The only Stone willing to give Meredith a chance is Mr. Wilson’s Ben, a stoner whose attachment to Meredith makes even less sense than Everett’s.
When all else fails, Meredith finally begs her sister (Claire Danes) to swing by to provide some desperately needed support. Not only does Miss Danes’ Julie show little loyalty to her sister during a dinner sequence that casts Meredith as homophobic, but she goes weak at the knees for the handsome Everett.
Thanks for coming, sis.
It’s all downhill from there, as the convoluted plot strings tighten into a knot no cast could untangle.
Two actors manage to rise above the rubble. Craig T. Nelson’s work as Papa Stone finds the ex-“Coach” star embracing middle age — and a solid move toward character actor roles. Even better is Diane Keaton, whose motherly approach belies conventional appearances.

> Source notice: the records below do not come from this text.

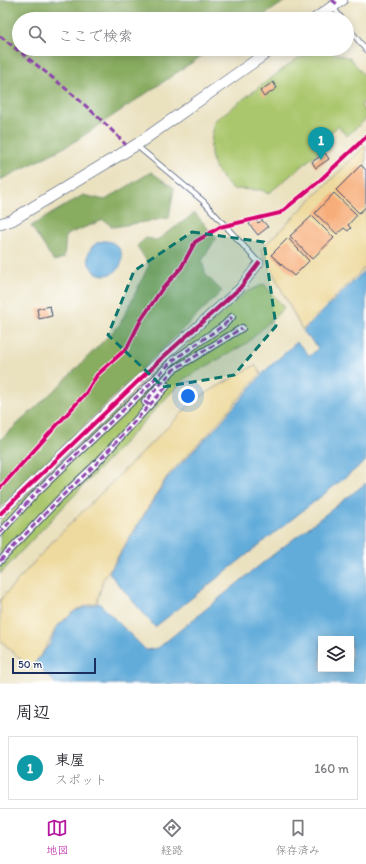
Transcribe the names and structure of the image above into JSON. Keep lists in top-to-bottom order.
{
  "scale_bar": "50 m",
  "page": {
    "search": "ここで検索",
    "pins": "1",
    "scale": "50 m",
    "heading": "周辺",
    "list": [
      {
        "mark": "1",
        "name": "東屋",
        "note": "スポット",
        "value": "160 m"
      }
    ],
    "nav": ["地図", "経路", "保存済み"]
  }
}
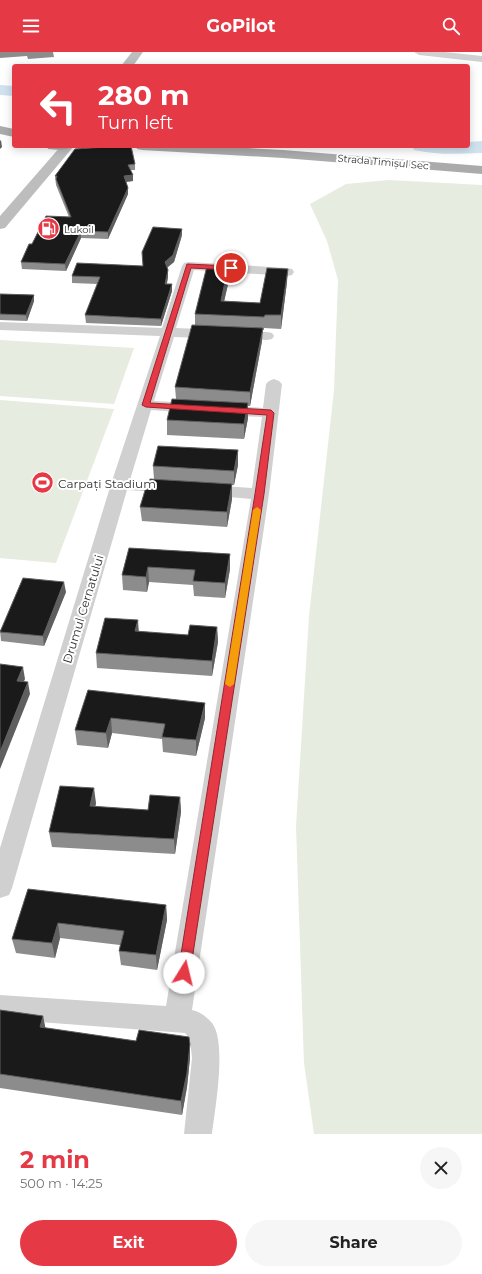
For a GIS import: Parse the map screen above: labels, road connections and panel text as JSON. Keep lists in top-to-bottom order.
{
  "streets": {
    "main road": ["Strada Timișul Sec"],
    "street": ["Drumul Cernatului"]
  },
  "places": {
    "fuel station": ["Lukoil"],
    "sports": ["Carpați Stadium"]
  },
  "page": {
    "header": "GoPilot",
    "turn": ["280 m", "Turn left"],
    "heading": ["2 min", "500 m · 14:25"],
    "buttons": ["Exit", "Share"]
  }
}
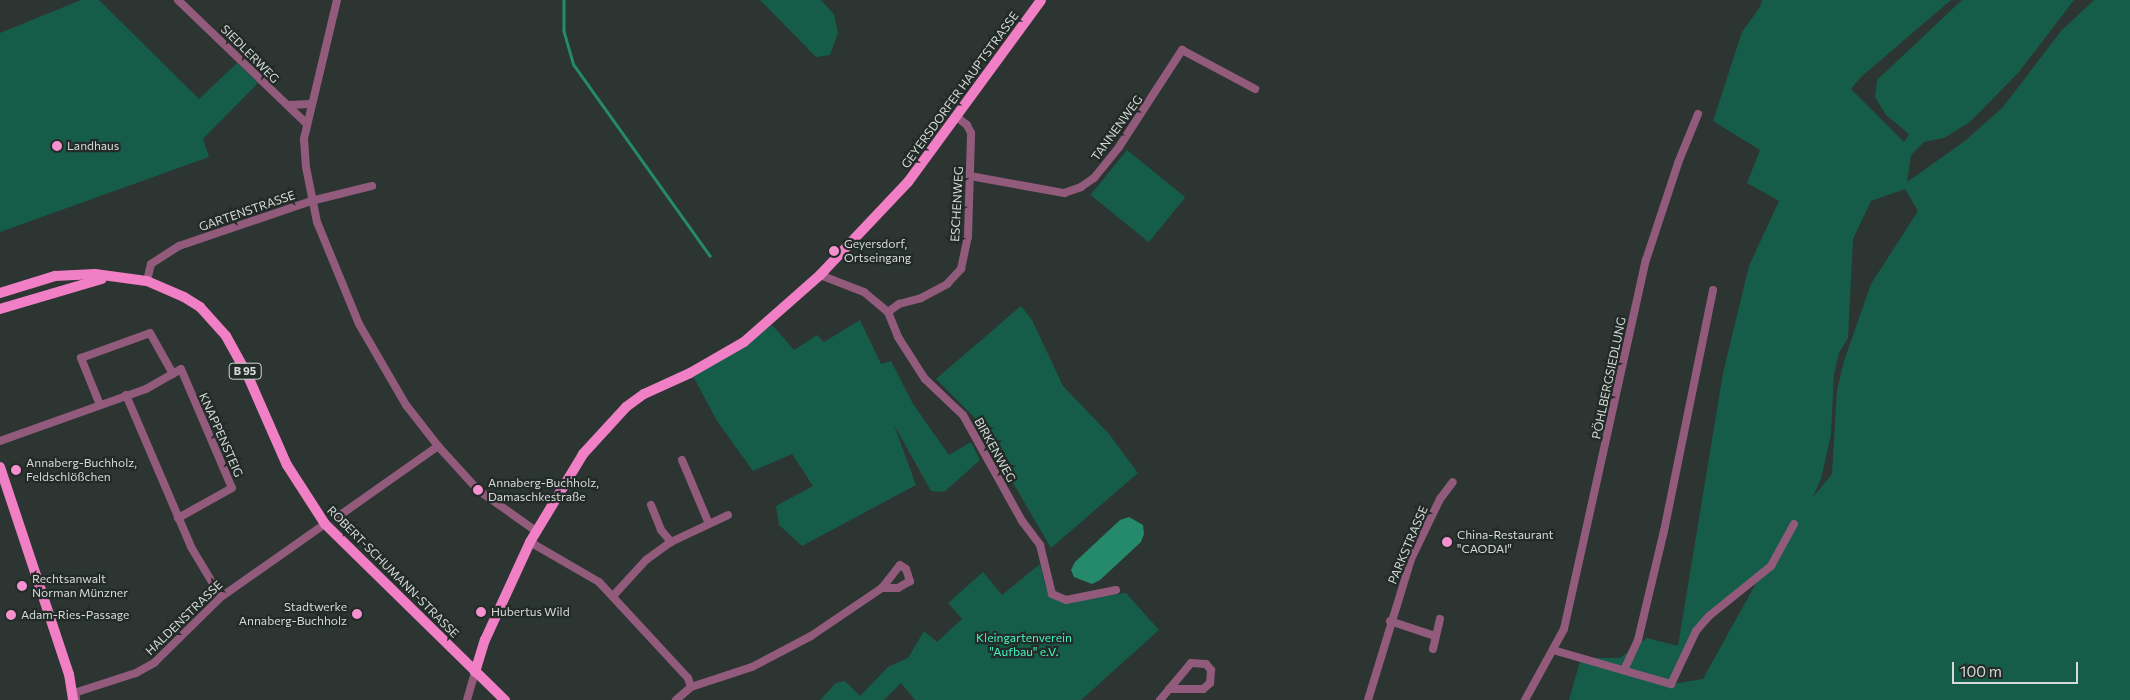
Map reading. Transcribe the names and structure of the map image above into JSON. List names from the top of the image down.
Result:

The film’s final moments veer from jaw-dropping resolutions to a ham-handed tribute to a lost family member that’s treated with all the subtlety of a Bronx cheer.
A word of advice: Make a list of the holiday films you want to see then check it twice. “The Family Stone” is only for those who have been very, very naughty this year.
TITLE: “The Family Stone”
RATING: PG-13 (Adult humor, coarse language and drug use)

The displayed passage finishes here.